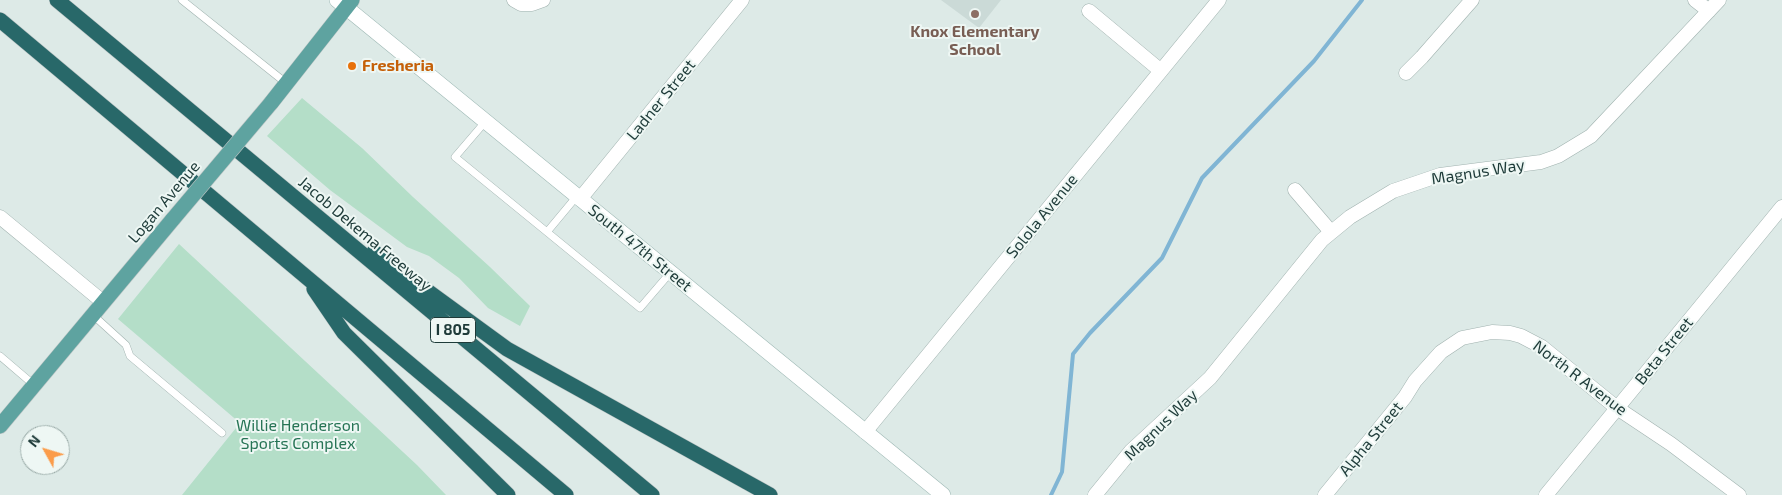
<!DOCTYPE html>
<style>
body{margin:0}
#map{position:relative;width:1782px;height:495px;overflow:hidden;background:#ddeae7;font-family:"Exo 2",sans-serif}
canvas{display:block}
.north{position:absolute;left:20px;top:425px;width:50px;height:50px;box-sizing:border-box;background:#eef7f4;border:1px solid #9baca9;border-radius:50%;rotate:309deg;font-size:14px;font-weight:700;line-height:20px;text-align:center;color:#1e3b39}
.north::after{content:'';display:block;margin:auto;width:18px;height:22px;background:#fb9c4a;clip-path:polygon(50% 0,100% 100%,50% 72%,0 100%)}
</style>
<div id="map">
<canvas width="1782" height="495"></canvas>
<div class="north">N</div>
</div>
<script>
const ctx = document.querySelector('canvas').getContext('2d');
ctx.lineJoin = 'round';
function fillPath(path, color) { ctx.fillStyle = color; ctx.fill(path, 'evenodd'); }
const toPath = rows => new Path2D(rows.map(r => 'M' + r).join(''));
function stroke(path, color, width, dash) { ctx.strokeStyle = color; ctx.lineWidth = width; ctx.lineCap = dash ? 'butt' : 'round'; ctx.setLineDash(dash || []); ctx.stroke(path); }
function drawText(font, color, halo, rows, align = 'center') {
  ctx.font = font + ' "Exo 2",sans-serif'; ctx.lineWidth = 4; ctx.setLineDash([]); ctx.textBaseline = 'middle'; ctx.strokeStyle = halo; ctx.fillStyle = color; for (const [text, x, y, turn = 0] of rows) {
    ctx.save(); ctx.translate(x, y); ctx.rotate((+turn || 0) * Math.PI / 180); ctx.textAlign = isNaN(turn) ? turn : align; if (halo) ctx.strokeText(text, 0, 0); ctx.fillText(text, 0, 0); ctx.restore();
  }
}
fillPath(toPath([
 [941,0,1001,0,979,28]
]), '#cbdad7');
fillPath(toPath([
 [302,98,362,148,413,197,490,267,530,306,520,326,488,308,459,278,429,256,407,247,330,190,267,136],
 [179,244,417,465,446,495,182,495,240,423,118,319]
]), '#b4dec8');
stroke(toPath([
 [1051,495,1062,472,1073,354,1090,333,1162,258,1202,178,1314,61,1362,0]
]), '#80b5d4', 4);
const lane = toPath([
 [182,0,286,83],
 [485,122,455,157,547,232,640,308,670,273],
 [547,232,577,196],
 [93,315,126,345,130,356,222,433],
 [0,356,34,385]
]);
const street = toPath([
 [514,0,521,4,532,4,543,0],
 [1695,0,1709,11],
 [1089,11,1161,71],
 [1406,73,1422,57,1472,0],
 [1295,190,1331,232],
 [580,199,742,0],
 [0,217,103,302],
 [865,432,1219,0],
 [1095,495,1131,451,1210,378,1322,240,1350,217,1393,191,1440,175,1541,162,1558,156,1591,136,1719,0],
 [1325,495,1405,397,1415,381,1441,352,1462,338,1492,332,1510,333,1521,336,1542,347,1617,408,1671,444,1739,495],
 [1546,495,1782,207]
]);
const secondary = toPath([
 [337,0,943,495]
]);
const primary = toPath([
 [271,103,352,0],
 [0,426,173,219]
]);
const highway = toPath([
 [57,0,652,495],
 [0,20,566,495],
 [374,252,507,349,770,495],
 [314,289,344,333,508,495]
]);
stroke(lane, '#a0b2af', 8);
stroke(street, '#a0b2af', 15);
stroke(secondary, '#9cb7b3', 16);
stroke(primary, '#bcc4c4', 16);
stroke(highway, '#bcc4c4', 16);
stroke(lane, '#fff', 7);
stroke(street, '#fff', 14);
stroke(secondary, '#fff', 15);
stroke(primary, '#5ea3a0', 15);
stroke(highway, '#286869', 15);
const primaryBridge = toPath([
 [173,219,271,103]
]);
stroke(primaryBridge, '#bcc4c4', 16, []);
stroke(primaryBridge, '#5ea3a0', 15);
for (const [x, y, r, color] of [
 [975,14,5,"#8d6e63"],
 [352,66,5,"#e8710a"]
]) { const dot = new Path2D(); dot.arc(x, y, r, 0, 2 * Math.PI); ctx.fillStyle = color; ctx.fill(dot); stroke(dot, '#eef7f4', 2); }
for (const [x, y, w] of [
 [453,330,45]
]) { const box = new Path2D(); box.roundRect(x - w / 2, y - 12.5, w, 25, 4); ctx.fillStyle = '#eef7f4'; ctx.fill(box); stroke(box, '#1e3b39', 1); }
drawText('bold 15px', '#1e3b39', null, [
 ["I 805",453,330]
]);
drawText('bold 16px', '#785e54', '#eef7f4', [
 ["Knox Elementary",975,32],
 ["School",975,50]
]);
drawText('bold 16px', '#c56008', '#eef7f4', [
 ["Fresheria",362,66]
], 'left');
drawText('16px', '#1e3b39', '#eef7f4', [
 ["Ladner Street",661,100,-51],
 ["Magnus Way",1478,172,-9],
 ["Logan Avenue",164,202,-50],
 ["Solola Avenue",1042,216,-51],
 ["Jacob Dekema Freeway",365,234,40],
 ["South 47th Street",640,248,39],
 ["Beta Street",1664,351,-51],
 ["North R Avenue",1580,378,37],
 ["Magnus Way",1161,425,-44],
 ["Alpha Street",1371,439,-51]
]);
drawText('16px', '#267455', '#eef7f4', [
 ["Willie Henderson",298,426],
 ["Sports Complex",298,444]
]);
</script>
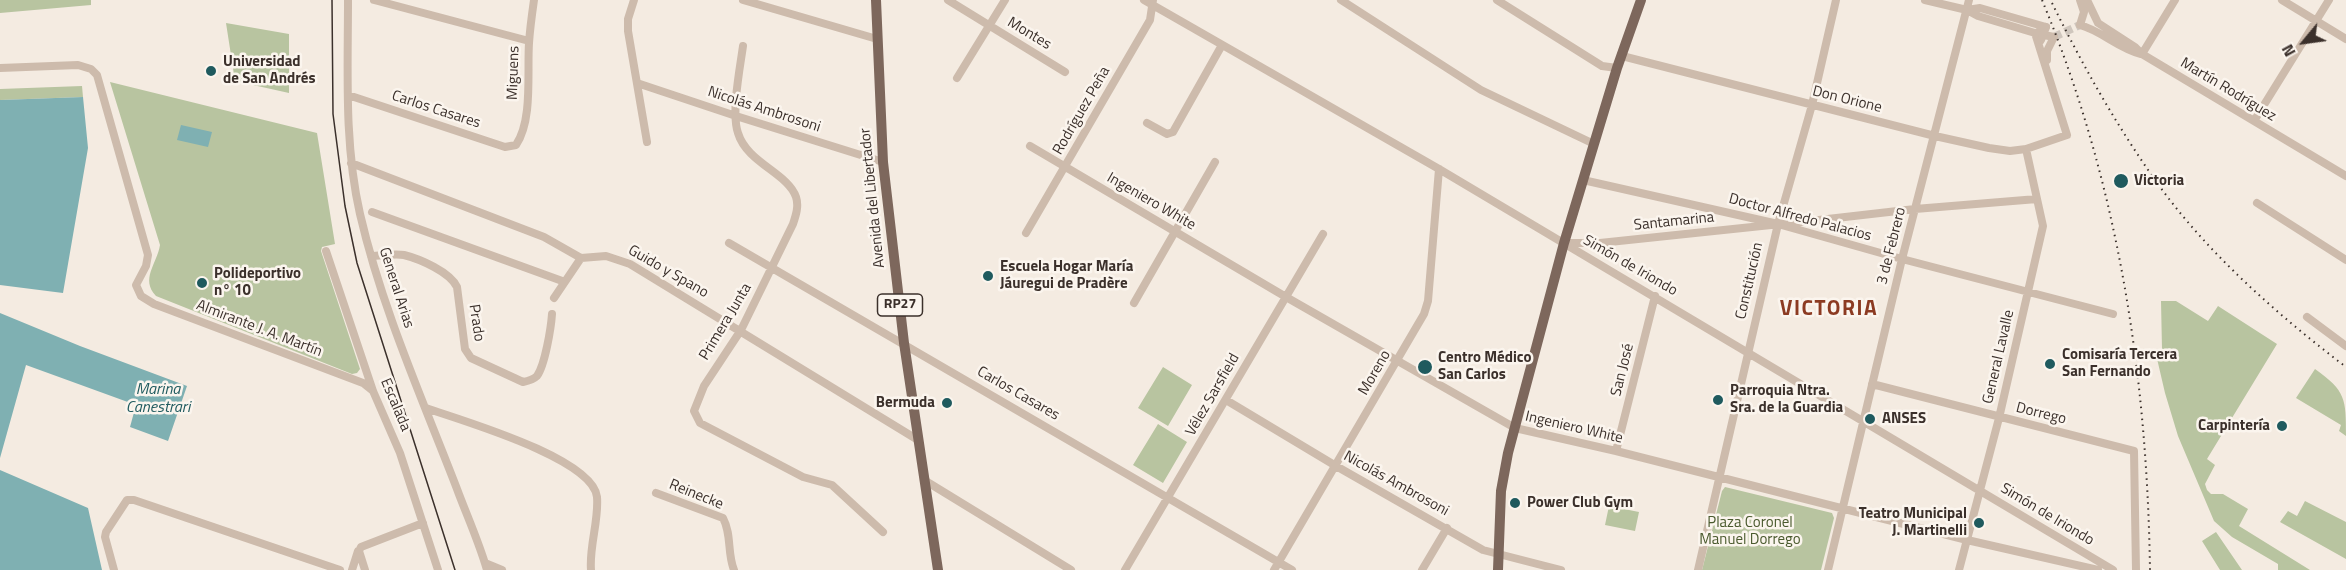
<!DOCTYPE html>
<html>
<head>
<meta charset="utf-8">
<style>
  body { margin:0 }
  #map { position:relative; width:2346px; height:570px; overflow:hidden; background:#f4ebe1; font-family:"Titillium Web",sans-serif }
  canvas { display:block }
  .north { position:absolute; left:2274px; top:12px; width:60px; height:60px; -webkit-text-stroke:4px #fbf5ee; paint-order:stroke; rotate:241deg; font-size:16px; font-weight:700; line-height:24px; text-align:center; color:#3b302b }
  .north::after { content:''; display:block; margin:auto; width:21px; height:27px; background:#3b302b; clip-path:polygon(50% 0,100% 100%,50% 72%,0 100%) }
</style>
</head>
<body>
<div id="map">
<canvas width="2346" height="570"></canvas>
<div class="north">N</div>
</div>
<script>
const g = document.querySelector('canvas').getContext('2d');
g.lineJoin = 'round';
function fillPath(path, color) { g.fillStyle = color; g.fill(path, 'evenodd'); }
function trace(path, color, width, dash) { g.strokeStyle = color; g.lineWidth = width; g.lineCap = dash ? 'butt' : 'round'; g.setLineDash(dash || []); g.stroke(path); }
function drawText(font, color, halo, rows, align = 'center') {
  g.font = font + ' "Titillium Web",sans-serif'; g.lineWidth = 5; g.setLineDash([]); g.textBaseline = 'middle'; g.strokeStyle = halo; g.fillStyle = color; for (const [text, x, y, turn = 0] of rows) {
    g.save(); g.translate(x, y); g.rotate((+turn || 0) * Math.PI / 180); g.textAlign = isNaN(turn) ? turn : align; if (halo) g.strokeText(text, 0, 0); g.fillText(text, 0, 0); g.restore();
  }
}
fillPath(new Path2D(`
  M0,0h91v5l-91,8z
  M226,23l63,11v59l-54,-12z
  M110,82l207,51 18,111 -13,3 -1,4 39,118 -3,4 -5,1 -196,-78c-16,-17 1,-32 4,-51z
  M82,86l1,11 -83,3v-11z
  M2161,301h15l32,20 10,-15 59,38 -70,115 8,6 -10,19 2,6 4,4h12l25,15 -9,17 71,44h-32v-6l-46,-27 -18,-16 -36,-85 -13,-43 -10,-43 7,-1z
  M1163,367l29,18 -24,41 -30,-18z
  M2315,369c31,22 31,30 31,67l-7,-5 2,-6 -45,-27z
  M1158,424l29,18 -24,41 -30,-18z
  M1725,487l107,26 2,5 -13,52h-119l20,-79z
  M2305,501l41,21v37l-66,-37 8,-11 9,5z
  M1609,506l30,6 -4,19 -30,-6z
  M2216,532l26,38h-22l-18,-29z`), '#b8c4a0');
fillPath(new Path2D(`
  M83,97l5,51 -25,145 -63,-8v-185z
  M181,125l31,7 -4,15 -31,-7z
  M0,313l80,33 107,40 -19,55 -38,-14 6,-22 -110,-40 -26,93z
  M0,470l88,38 14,62h-102z`), '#7fb0b2');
trace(new Path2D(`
  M2054,37l26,-12`), '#cfc6bd', 8, [8, 4]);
trace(new Path2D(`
  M348,0c0,71 -4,144 12,214 22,95 62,184 97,275 10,27 22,53 30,81
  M374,0l155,41
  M634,0l-6,19v12l19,111
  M743,0l134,39
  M948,0l117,72
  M1144,0l295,169 674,401
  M1341,0l140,90 113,54
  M1497,0l105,66 15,2
  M1925,0l42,10 11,6 57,17 32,102
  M2080,0l4,12 -4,13c22,6 39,24 61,29
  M2087,0l11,23 37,24 7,7 204,122
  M2282,0l64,39
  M1967,10l13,-2 66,19
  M2039,31l5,4 10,2 -7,14v9
  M743,46c-3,22 -12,67 -5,87 9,30 50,40 58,64 3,9 0,18 -3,27l-52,106 -37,56 -10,25 6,12 103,54 29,8 51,47
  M2142,54l33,-54
  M1622,56l313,80 54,12 21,3 16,-2 41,-14
  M0,68l78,-3 13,4 6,6 51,180 -2,11 -10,19 5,11 13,8 209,79 10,8
  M957,78l48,-78
  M637,83l99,33 147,46
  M348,95l157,52 11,-2c17,-25 11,-72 13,-102 1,-15 3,-29 5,-43
  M2254,121l75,-121
  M1147,123l20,11 6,-2 49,-87
  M1030,146l256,151 229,131 101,23 351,89 131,30
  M351,163l193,74 37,21 25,-2 24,8 288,176
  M1583,180l195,44 124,35 211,55
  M2257,203l89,57
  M372,212l193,70
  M1784,224l131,-15 122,-10
  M1026,233l124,-213 3,-20
  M729,243l563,327
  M1566,243h34l171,-18
  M326,251l47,140 27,62 38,117
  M371,256c10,0 23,-3 33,-1 16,4 46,17 53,32l8,62 6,9 52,24c5,-1 10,-2 14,-6 8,-11 14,-48 15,-62
  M554,298l27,-40
  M1134,303l81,-141
  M2307,317l39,29
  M1872,384l262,67 2,119
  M1226,400l110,66 147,84 78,20
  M426,408c34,12 167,50 171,89 2,24 -8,49 -6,73
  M1616,451l39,-155
  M924,480l147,90
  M656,493l67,25c9,17 4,35 11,52
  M485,563l17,7
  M114,570l-9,-33 1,-5 21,-32h7l206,70
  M352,570l6,-19
  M365,570l-6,-19 2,-4 62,-24
  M1125,570l198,-336
  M1274,570l150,-256 4,-13 11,-132
  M1422,570l25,-42
  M1698,570l80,-346 34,-119 24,-105
  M1828,570l74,-311 67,-259
  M1959,570l40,-152 44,-192 -17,-77`), '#cdbbac', 8);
trace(new Path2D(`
  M876,0l7,162 21,181 34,227
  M1498,570l3,-79 7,-38 56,-210 53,-175 24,-68`), '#7d675c', 10);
trace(new Path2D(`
  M332,0l1,114 12,92 12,57 98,307`), '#3b302b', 1.5);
trace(new Path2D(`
  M2042,0c76,183 105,373 108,570
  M2052,3c32,65 68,129 111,188 50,67 116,125 183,176`), '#3b302b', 2, [1.5, 4.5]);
trace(new Path2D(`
  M2041,40l5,-13`), '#cdbbac', 8);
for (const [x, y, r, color] of [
  [211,71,6,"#1f5a5e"],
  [2121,181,8,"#1f5a5e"],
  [988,276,6,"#1f5a5e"],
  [202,283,6,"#1f5a5e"],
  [2050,364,6,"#1f5a5e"],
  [1425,367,8,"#1f5a5e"],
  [1718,400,6,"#1f5a5e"],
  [947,403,6,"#1f5a5e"],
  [1870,419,6,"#1f5a5e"],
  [2282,426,6,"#1f5a5e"],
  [1515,503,6,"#1f5a5e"],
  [1979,523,6,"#1f5a5e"]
]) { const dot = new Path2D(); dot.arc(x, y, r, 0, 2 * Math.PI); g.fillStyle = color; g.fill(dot); trace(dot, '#fbf5ee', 2); }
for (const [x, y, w] of [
  [900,305,45]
]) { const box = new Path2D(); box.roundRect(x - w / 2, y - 11, w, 22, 4.5); g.fillStyle = '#fbf5ee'; g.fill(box); trace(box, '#3b302b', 1.5); }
drawText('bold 14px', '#3b302b', null, [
  ["RP27",900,305]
]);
drawText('15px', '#3b302b', '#fbf5ee', [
  ["Montes",1029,34,31],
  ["Miguens",514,73,-88],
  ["Martín Rodríguez",2228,90,31],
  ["Don Orione",1847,100,14],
  ["Carlos Casares",436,110,18],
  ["Nicolás Ambrosoni",764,110,18],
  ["Rodríguez Peña",1082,111,-60],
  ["Avenida del Libertador",873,198,-96],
  ["Ingeniero White",1151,202,30],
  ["Doctor Alfredo Palacios",1800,218,15],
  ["Santamarina",1674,222,-6],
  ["3 de Febrero",1892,246,-76],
  ["Simón de Iriondo",1630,266,30],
  ["Guido y Spano",668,272,30],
  ["Constitución",1750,281,-77],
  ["General Arias",396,288,72],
  ["Primera Junta",726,322,-59],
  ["Prado",476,323,81],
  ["Almirante J. A. Martín",259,329,21],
  ["General Lavalle",1999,357,-77],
  ["San José",1623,370,-76],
  ["Moreno",1375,373,-60],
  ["Carlos Casares",1018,394,30],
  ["Vélez Sarsfield",1213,395,-60],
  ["Escalada",395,405,67],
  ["Dorrego",2041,414,14],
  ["Ingeniero White",1574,428,13],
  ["Nicolás Ambrosoni",1396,484,29],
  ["Reinecke",696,495,22],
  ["Simón de Iriondo",2047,515,31]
]);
drawText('bold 15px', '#3b302b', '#fbf5ee', [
  ["Universidad",223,62],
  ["de San Andrés",223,79],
  ["Victoria",2134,181],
  ["Escuela Hogar María",1000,267],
  ["Jáuregui de Pradère",1000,284],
  ["Polideportivo",214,274],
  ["n° 10",214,291],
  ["Comisaría Tercera",2062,355],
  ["San Fernando",2062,372],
  ["Centro Médico",1438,358],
  ["San Carlos",1438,375],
  ["Parroquia Ntra.",1730,391],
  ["Sra. de la Guardia",1730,408],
  ["Bermuda",935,403,"right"],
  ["ANSES",1882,419],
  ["Carpintería",2270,426,"right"],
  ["Power Club Gym",1527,503],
  ["Teatro Municipal",1967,514,"right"],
  ["J. Martinelli",1967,531,"right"]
], 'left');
drawText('15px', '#4a5a2e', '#fbf5ee', [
  ["Plaza Coronel",1750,523],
  ["Manuel Dorrego",1750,540]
]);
drawText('italic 16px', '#1f5a5e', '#fbf5ee', [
  ["Marina",158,390],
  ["Canestrari",158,408]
]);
g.letterSpacing = '1.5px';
drawText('bold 21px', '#8c3b22', '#fbf5ee', [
  ["VICTORIA",1829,310]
]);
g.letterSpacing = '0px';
</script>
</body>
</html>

|---|

__Directions__: Extract, from the listing above, every line where the string "strokeText" occurs.

__Task output__:
    ctx.save(); ctx.translate(x, y); ctx.rotate((+turn || 0) * Math.PI / 180); ctx.textAlign = isNaN(turn) ? turn : align; if (halo) ctx.strokeText(text, 0, 0); ctx.fillText(text, 0, 0); ctx.restore();
    g.save(); g.translate(x, y); g.rotate((+turn || 0) * Math.PI / 180); g.textAlign = isNaN(turn) ? turn : align; if (halo) g.strokeText(text, 0, 0); g.fillText(text, 0, 0); g.restore();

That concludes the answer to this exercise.